Hacker Puts 51 Million iMesh Accounts For Sale On Dark Web (zdnet.com) 21
An anonymous reader shares a ZDNet report: User accounts for iMesh, a now-defunct file sharing service, are for sale on the dark web. The New York-based music and video sharing company was a peer-to-peer service, which rose to fame in the file sharing era of the early-2000s, riding the waves of the aftermath of the "dotcom" boom. LeakedSource, a breach notification site that allows users to see if their details have been leaked, has obtained the database. The group's analysis of the database shows it contains a little over 51 million accounts. The database, of which a portion was shared with ZDNet for verification, contains user information that dates back to late-2005 when the site launched, including email addresses, passwords (which were hashed and salted with MD5, an algorithm that nowadays is easy to crack), usernames, a user's location and IP address, registration date, and other information -- such as if the account is disabled, or if the account has inbox messages.
Re:Well (Score:4, Insightful)
Could we close down the surveillance-infested other one instead?
Re: (Score:2)
Can't. Anything FB-related is banned from my network.
Re: (Score:2)
Sure ! Just sign my petition on Facebook !
Can't. Anything FB-related is banned from my network.
Whoosh?

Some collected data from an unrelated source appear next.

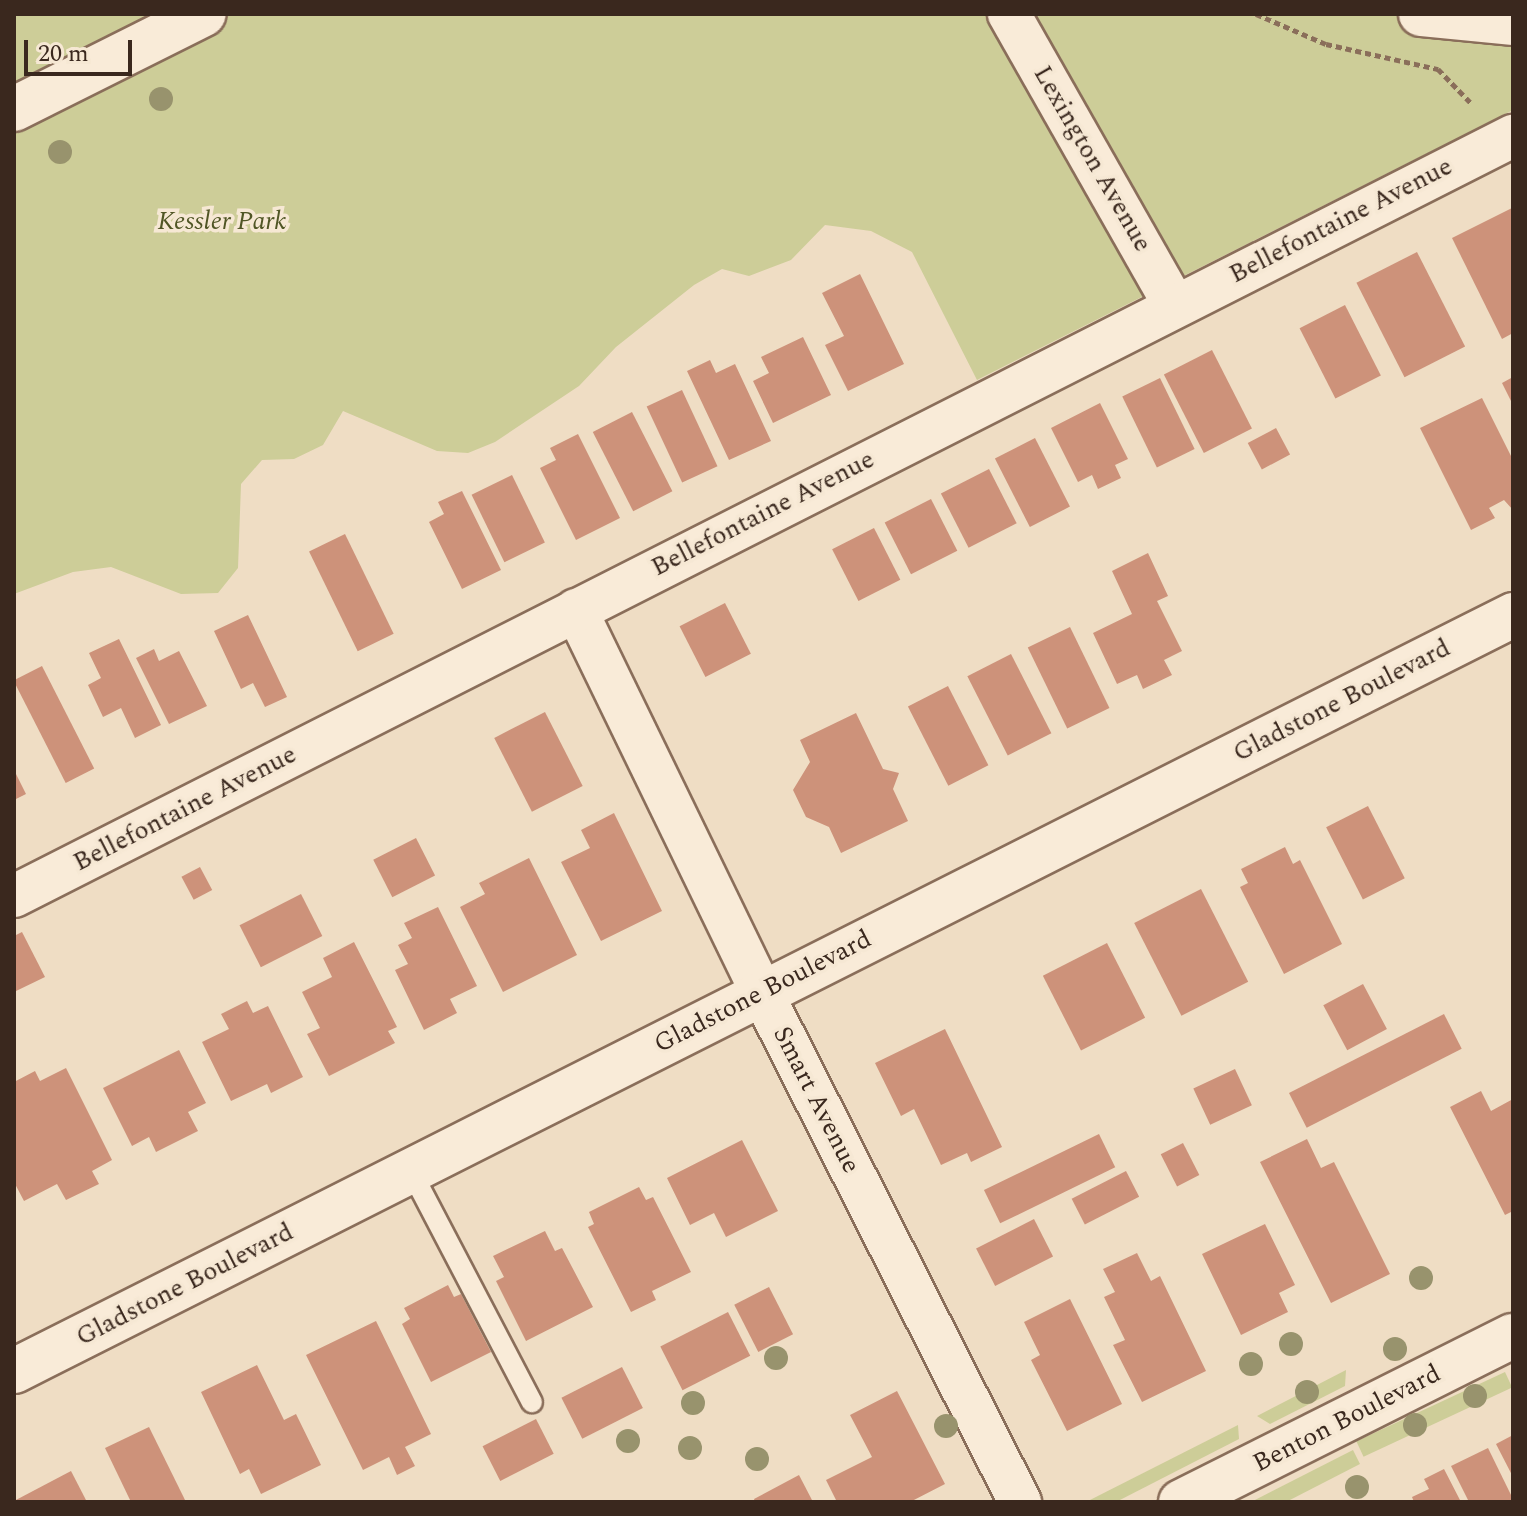 <!DOCTYPE html>
<html>
<head>
<meta charset="utf-8">
<style>
  body { margin:0 }
  #map { position:relative; width:1527px; height:1516px; overflow:hidden; background:#efddc4; font-family:Spectral,serif }
  div>[style] { position:absolute }
  .green>* { inset:0; background:#cdcd98; transform-origin:0 0 }
  .building>* { inset:0; background:#cd927a; transform-origin:0 0 }
  .path>* { height:5px; margin-top:-2.5px; transform-origin:0; background:repeating-linear-gradient(90deg,#8a6e5a 0 6px,transparent 0 10px) }
  .roads { filter:drop-shadow(2px 0 #8a6e5a) drop-shadow(-2px 0 #8a6e5a) drop-shadow(0 2px #8a6e5a) drop-shadow(0 -2px #8a6e5a) }
  .service>* { height:20px; margin:-10px; padding:0 10px; transform-origin:10px; border-radius:10px; background:#f9ebd8 }
  .minor>* { height:42px; margin:-21px; padding:0 21px; transform-origin:21px; border-radius:21px; background:#f9ebd8 }
  .tertiary>* { height:44px; margin:-22px; padding:0 22px; transform-origin:22px; border-radius:22px; background:#f9ebd8 }
  .trees>* { width:24px; height:24px; margin:-12px; border-radius:50%; background:#98936d }
  span { translate:-50% -50%; white-space:nowrap; text-align:center; line-height:1.15; -webkit-text-stroke:7px #f6e8d4; paint-order:stroke }
  .street-label { font-size:26px; color:#3a281e }
  .park-label { font-size:26px; color:#505625; font-style:italic }
  .frame { position:absolute; inset:0; border:16px solid #3a281e; pointer-events:none }
  .scale { position:absolute; left:24px; top:40px; width:108px; height:36px; box-sizing:border-box; border:4px solid #3a281e; border-top:0; padding-left:10px; font-size:24px; line-height:28px; white-space:nowrap; color:#3a281e; -webkit-text-stroke:6px #f6e8d4; paint-order:stroke }
</style>
</head>
<body>
<div id="map">
  <div class="green">
    <div style="clip-path:polygon(14px 14px,1513px 14px,1513px 110px,977px 380px,912px 252px,871px 231px,825px 225px,791px 260px,749px 276px,722px 269px,694px 285px,616px 347px,579px 386px,495px 442px,468px 453px,437px 451px,343px 411px,323px 445px,294px 459px,262px 460px,241px 484px,238px 568px,218px 593px,181px 594px,111px 567px,73px 572px,14px 594px)"></div>
    <div style="clip-path:polygon(1346px 1370px,1345px 1386px,1270px 1424px,1257px 1416px)"></div>
    <div style="left:1505px;top:1372px;width:17px;height:164px;rotate:65deg"></div>
    <div style="clip-path:polygon(1238px 1425px,1239px 1439px,1116px 1502px,1086px 1502px)"></div>
    <div style="clip-path:polygon(1353px 1450px,1360px 1464px,1286px 1502px,1251px 1502px)"></div>
  </div>
  <div class="building">
    <div style="clip-path:polygon(1512px 208px,1513px 333px,1502px 339px,1452px 238px)"></div>
    <div style="left:1417px;top:252px;width:106px;height:68px;rotate:63deg"></div>
    <div style="clip-path:polygon(860px 274px,904px 364px,848px 391px,825px 345px,844px 336px,822px 293px)"></div>
    <div style="left:1345px;top:305px;width:79px;height:51px;rotate:63deg"></div>
    <div style="clip-path:polygon(803px 337px,831px 395px,773px 423px,753px 381px,769px 373px,761px 357px)"></div>
    <div style="left:1212px;top:350px;width:88px;height:54px;rotate:63deg"></div>
    <div style="clip-path:polygon(710px 360px,716px 373px,735px 364px,771px 441px,729px 460px,687px 371px)"></div>
    <div style="clip-path:polygon(1513px 377px,1513px 405px,1502px 383px)"></div>
    <div style="left:1160px;top:378px;width:79px;height:42px;rotate:64deg"></div>
    <div style="left:682px;top:390px;width:84px;height:39px;rotate:65deg"></div>
    <div style="clip-path:polygon(1482px 398px,1513px 460px,1513px 510px,1504px 500px,1489px 508px,1495px 518px,1471px 530px,1420px 428px)"></div>
    <div style="clip-path:polygon(1100px 403px,1128px 459px,1115px 465px,1121px 478px,1098px 489px,1092px 475px,1078px 482px,1051px 428px)"></div>
    <div style="left:632px;top:412px;width:89px;height:44px;rotate:63deg"></div>
    <div style="left:1276px;top:428px;width:30px;height:32px;rotate:62deg"></div>
    <div style="clip-path:polygon(578px 434px,620px 518px,576px 540px,540px 468px,556px 460px,550px 448px)"></div>
    <div style="left:1035px;top:438px;width:77px;height:45px;rotate:63deg"></div>
    <div style="left:989px;top:469px;width:61px;height:54px;rotate:63deg"></div>
    <div style="left:512px;top:475px;width:75px;height:45px;rotate:64deg"></div>
    <div style="clip-path:polygon(462px 491px,501px 570px,462px 589px,429px 522px,444px 514px,438px 502px)"></div>
    <div style="left:931px;top:499px;width:58px;height:52px;rotate:63deg"></div>
    <div style="left:874px;top:528px;width:58px;height:47px;rotate:63deg"></div>
    <div style="left:345px;top:534px;width:111px;height:40px;rotate:64deg"></div>
    <div style="clip-path:polygon(1148px 553px,1168px 596px,1157px 601px,1182px 651px,1164px 660px,1172px 675px,1143px 689px,1137px 675px,1117px 684px,1093px 633px,1132px 614px,1112px 571px)"></div>
    <div style="left:725px;top:603px;width:57px;height:51px;rotate:63deg"></div>
    <div style="clip-path:polygon(248px 615px,287px 697px,265px 707px,253px 683px,241px 689px,214px 631px)"></div>
    <div style="left:1070px;top:627px;width:90px;height:47px;rotate:64deg"></div>
    <div style="clip-path:polygon(119px 639px,161px 725px,135px 738px,121px 708px,103px 717px,88px 685px,101px 678px,89px 653px)"></div>
    <div style="clip-path:polygon(154px 649px,159px 661px,179px 651px,207px 706px,169px 724px,136px 658px)"></div>
    <div style="left:1011px;top:654px;width:89px;height:49px;rotate:63deg"></div>
    <div style="left:42px;top:666px;width:115px;height:32px;rotate:63deg"></div>
    <div style="left:948px;top:686px;width:89px;height:45px;rotate:63deg"></div>
    <div style="left:545px;top:712px;width:83px;height:57px;rotate:63deg"></div>
    <div style="clip-path:polygon(856px 713px,883px 769px,899px 773px,893px 789px,908px 821px,841px 853px,829px 827px,806px 817px,793px 790px,810px 762px,800px 740px)"></div>
    <div style="clip-path:polygon(14px 770px,26px 794px,14px 800px)"></div>
    <div style="left:1368px;top:806px;width:81px;height:47px;rotate:63deg"></div>
    <div style="clip-path:polygon(614px 813px,662px 911px,601px 941px,561px 862px,590px 848px,581px 830px)"></div>
    <div style="left:416px;top:838px;width:42px;height:48px;rotate:63deg"></div>
    <div style="clip-path:polygon(1285px 847px,1293px 864px,1300px 860px,1342px 944px,1284px 974px,1240px 887px,1248px 883px,1241px 869px)"></div>
    <div style="clip-path:polygon(529px 858px,577px 955px,503px 992px,460px 907px,485px 894px,479px 883px)"></div>
    <div style="left:200px;top:867px;width:26px;height:21px;rotate:62deg"></div>
    <div style="left:1201px;top:889px;width:104px;height:75px;rotate:63deg"></div>
    <div style="left:301px;top:894px;width:47px;height:69px;rotate:63deg"></div>
    <div style="clip-path:polygon(438px 907px,477px 986px,450px 999px,457px 1013px,424px 1030px,395px 970px,408px 964px,398px 945px,412px 938px,404px 923px)"></div>
    <div style="clip-path:polygon(22px 932px,45px 977px,14px 992px,14px 936px)"></div>
    <div style="clip-path:polygon(354px 942px,397px 1027px,388px 1031px,395px 1043px,329px 1076px,307px 1034px,320px 1028px,302px 992px,332px 977px,323px 958px)"></div>
    <div style="left:1107px;top:943px;width:84px;height:72px;rotate:63deg"></div>
    <div style="left:1363px;top:984px;width:51px;height:45px;rotate:62deg"></div>
    <div style="clip-path:polygon(247px 1001px,253px 1013px,268px 1006px,303px 1077px,271px 1093px,267px 1084px,231px 1101px,202px 1042px,229px 1029px,221px 1014px)"></div>
    <div style="left:1444px;top:1014px;width:39px;height:174px;rotate:63deg"></div>
    <div style="clip-path:polygon(945px 1029px,1002px 1147px,971px 1162px,967px 1153px,941px 1165px,914px 1109px,901px 1116px,875px 1063px)"></div>
    <div style="clip-path:polygon(179px 1050px,206px 1103px,188px 1112px,198px 1131px,156px 1152px,149px 1137px,132px 1146px,103px 1088px)"></div>
    <div style="clip-path:polygon(66px 1068px,112px 1160px,92px 1171px,99px 1184px,66px 1200px,57px 1184px,24px 1201px,14px 1182px,14px 1082px,35px 1071px,40px 1081px)"></div>
    <div style="left:1235px;top:1069px;width:40px;height:46px;rotate:65deg"></div>
    <div style="clip-path:polygon(1481px 1091px,1491px 1111px,1513px 1099px,1513px 1211px,1505px 1215px,1450px 1107px)"></div>
    <div style="left:1099px;top:1134px;width:37px;height:128px;rotate:64deg"></div>
    <div style="clip-path:polygon(1307px 1139px,1321px 1168px,1334px 1162px,1390px 1274px,1331px 1303px,1260px 1162px)"></div>
    <div style="clip-path:polygon(742px 1140px,778px 1211px,726px 1237px,714px 1213px,690px 1225px,667px 1178px)"></div>
    <div style="left:1183px;top:1143px;width:36px;height:25px;rotate:63deg"></div>
    <div style="left:1126px;top:1171px;width:29px;height:61px;rotate:63deg"></div>
    <div style="clip-path:polygon(639px 1187px,646px 1200px,653px 1197px,691px 1272px,652px 1291px,656px 1300px,631px 1312px,588px 1227px,594px 1224px,589px 1212px)"></div>
    <div style="left:1034px;top:1219px;width:42px;height:65px;rotate:63deg"></div>
    <div style="clip-path:polygon(1265px 1224px,1295px 1285px,1279px 1293px,1288px 1312px,1241px 1335px,1202px 1254px)"></div>
    <div style="clip-path:polygon(545px 1231px,555px 1251px,562px 1248px,593px 1307px,526px 1341px,496px 1281px,504px 1277px,493px 1256px)"></div>
    <div style="clip-path:polygon(1137px 1253px,1151px 1281px,1160px 1276px,1206px 1371px,1142px 1402px,1113px 1345px,1125px 1340px,1104px 1297px,1115px 1292px,1103px 1269px)"></div>
    <div style="clip-path:polygon(448px 1285px,454px 1297px,461px 1294px,491px 1352px,431px 1382px,402px 1324px,410px 1319px,404px 1308px)"></div>
    <div style="left:769px;top:1287px;width:53px;height:39px;rotate:63deg"></div>
    <div style="clip-path:polygon(1070px 1299px,1122px 1404px,1067px 1431px,1031px 1360px,1040px 1355px,1024px 1322px)"></div>
    <div style="left:728px;top:1312px;width:49px;height:76px;rotate:63deg"></div>
    <div style="clip-path:polygon(376px 1321px,431px 1434px,405px 1447px,415px 1466px,397px 1475px,389px 1457px,363px 1470px,306px 1355px)"></div>
    <div style="clip-path:polygon(257px 1365px,284px 1420px,296px 1414px,321px 1465px,261px 1494px,249px 1469px,240px 1474px,201px 1392px)"></div>
    <div style="left:622px;top:1367px;width:46px;height:68px;rotate:63deg"></div>
    <div style="clip-path:polygon(897px 1391px,945px 1484px,910px 1502px,837px 1502px,826px 1480px,872px 1457px,850px 1415px)"></div>
    <div style="left:536px;top:1419px;width:39px;height:60px;rotate:63deg"></div>
    <div style="clip-path:polygon(149px 1427px,186px 1502px,131px 1502px,105px 1448px)"></div>
    <div style="clip-path:polygon(1513px 1435px,1513px 1477px,1496px 1444px)"></div>
    <div style="clip-path:polygon(1488px 1448px,1513px 1499px,1513px 1502px,1469px 1502px,1451px 1466px)"></div>
    <div style="clip-path:polygon(1444px 1469px,1461px 1502px,1414px 1502px,1412px 1497px,1429px 1489px,1424px 1479px)"></div>
    <div style="clip-path:polygon(71px 1471px,87px 1502px,14px 1502px,14px 1501px)"></div>
    <div style="clip-path:polygon(799px 1475px,813px 1502px,755px 1502px,754px 1499px)"></div>
  </div>
  <div class="path">
    <div style="left:1256px;top:14px;width:76px;rotate:23.2deg"></div>
    <div style="left:1326px;top:44px;width:115px;rotate:12.6deg"></div>
    <div style="left:1438px;top:69px;width:47px;rotate:45.9deg"></div>
  </div>
  <div class="roads">
    <div class="service">
      <div style="left:411px;top:1171px;width:261px;rotate:62.4deg"></div>
    </div>
    <div class="minor">
      <div style="left:1009px;top:14px;width:335px;rotate:60.4deg"></div>
      <div style="left:576px;top:610px;width:426px;rotate:64.1deg"></div>
      <div style="left:762px;top:993px;width:571px;rotate:63.12deg"></div>
      <div style="left:14px;top:896px;width:1681px;rotate:-26.89deg"></div>
    </div>
    <div class="tertiary">
      <div style="left:1421px;top:14px;width:92px;rotate:5.6deg"></div>
      <div style="left:14px;top:109px;width:212px;rotate:-26.6deg"></div>
      <div style="left:14px;top:1371px;width:1679px;rotate:-26.76deg"></div>
      <div style="left:1181px;top:1502px;width:371px;rotate:-26.6deg"></div>
    </div>
  </div>
  <div class="trees">
    <div style="left:161px;top:99px"></div>
    <div style="left:60px;top:152px"></div>
    <div style="left:1421px;top:1278px"></div>
    <div style="left:1291px;top:1344px"></div>
    <div style="left:1395px;top:1349px"></div>
    <div style="left:776px;top:1358px"></div>
    <div style="left:1251px;top:1364px"></div>
    <div style="left:1307px;top:1392px"></div>
    <div style="left:1475px;top:1396px"></div>
    <div style="left:693px;top:1403px"></div>
    <div style="left:1415px;top:1425px"></div>
    <div style="left:946px;top:1426px"></div>
    <div style="left:628px;top:1441px"></div>
    <div style="left:690px;top:1448px"></div>
    <div style="left:757px;top:1459px"></div>
    <div style="left:1357px;top:1487px"></div>
  </div>
  <div class="street-label">
    <span style="left:1092px;top:159px;rotate:60deg">Lexington Avenue</span>
    <span style="left:1341px;top:221px;rotate:-27deg">Bellefontaine Avenue</span>
    <span style="left:763px;top:514px;rotate:-27deg">Bellefontaine Avenue</span>
    <span style="left:1342px;top:701px;rotate:-27deg">Gladstone Boulevard</span>
    <span style="left:185px;top:809px;rotate:-27deg">Bellefontaine Avenue</span>
    <span style="left:763px;top:992px;rotate:-27deg">Gladstone Boulevard</span>
    <span style="left:816px;top:1100px;rotate:63deg">Smart Avenue</span>
    <span style="left:185px;top:1285px;rotate:-27deg">Gladstone Boulevard</span>
    <span style="left:1347px;top:1419px;rotate:-27deg">Benton Boulevard</span>
  </div>
  <div class="park-label">
    <span style="left:222px;top:222px">Kessler Park</span>
  </div>
  <div class="frame"></div>
  <div class="scale">20 m</div>
</div>
</body>
</html>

I loved your original comment, but I kinda think AC had tongue firmly in cheek - my first response was laughter.
Re: (Score:2)
I assumed as much, but ... well, what other reply should I give it?
Re: (Score:2)
Re: (Score:2)
I wonder if the hack involved finding a fifteen-year-old server for sale on eBay.
Re: (Score:3)
All this "MD5/SHA-1 is easy to crack" talk essentially boils down to "MD5 is a fast hash algorithm".
People regard hash algorithms which are slower as more secure, as they take longer to crack. The fact is though that the longer a hash algorithm takes to crack, the more load it puts on the server. So if your server has to churn for three seconds running ten million iterations of bcrypt in order to have a "strong" cipher, it "only" gives a linear increase in difficulcy for the attacker.
And while the attacker
Re: (Score:3)
There are known weaknesses in MD5 that make it possible to find collisions in faster than brute force time.
Re: (Score:3)
And as GP said, collision attacks are meaningless for leaked password databases.
What you actually need is preimage attacks, and MD5 still is strong on that front.
Re: (Score:2, Insightful)
An "attack" means "faster than brute force".
For MD5, a video card from 2012 [codinghorror.com] can brute force every possible 7 character password in a bit over an hour and every possible 8 character password in a bit over a year. If you limit it to likely passwords (letters and numbers) you can do 8 characters in 4 hours.
So yeah, any "truly strong" passwords are safe, for values of "truly strong" that were probably not well thought-out in 2005.
Re: (Score:2)
a video card from 2012 can brute force every possible 7 character password in a bit over an hour and every possible 8 character password in a bit over a year.
That doesn't make sense. An 8 byte PW would take 256 times as long as a 7 byte PW, and really only ~128 times as long. So if a 7 byte PW takes an hour, then 8 bytes would take 5 days, not a year.
Re: (Score:2)
If the numbers are accurate, it could have something to do with the space being searched. I don't understand either.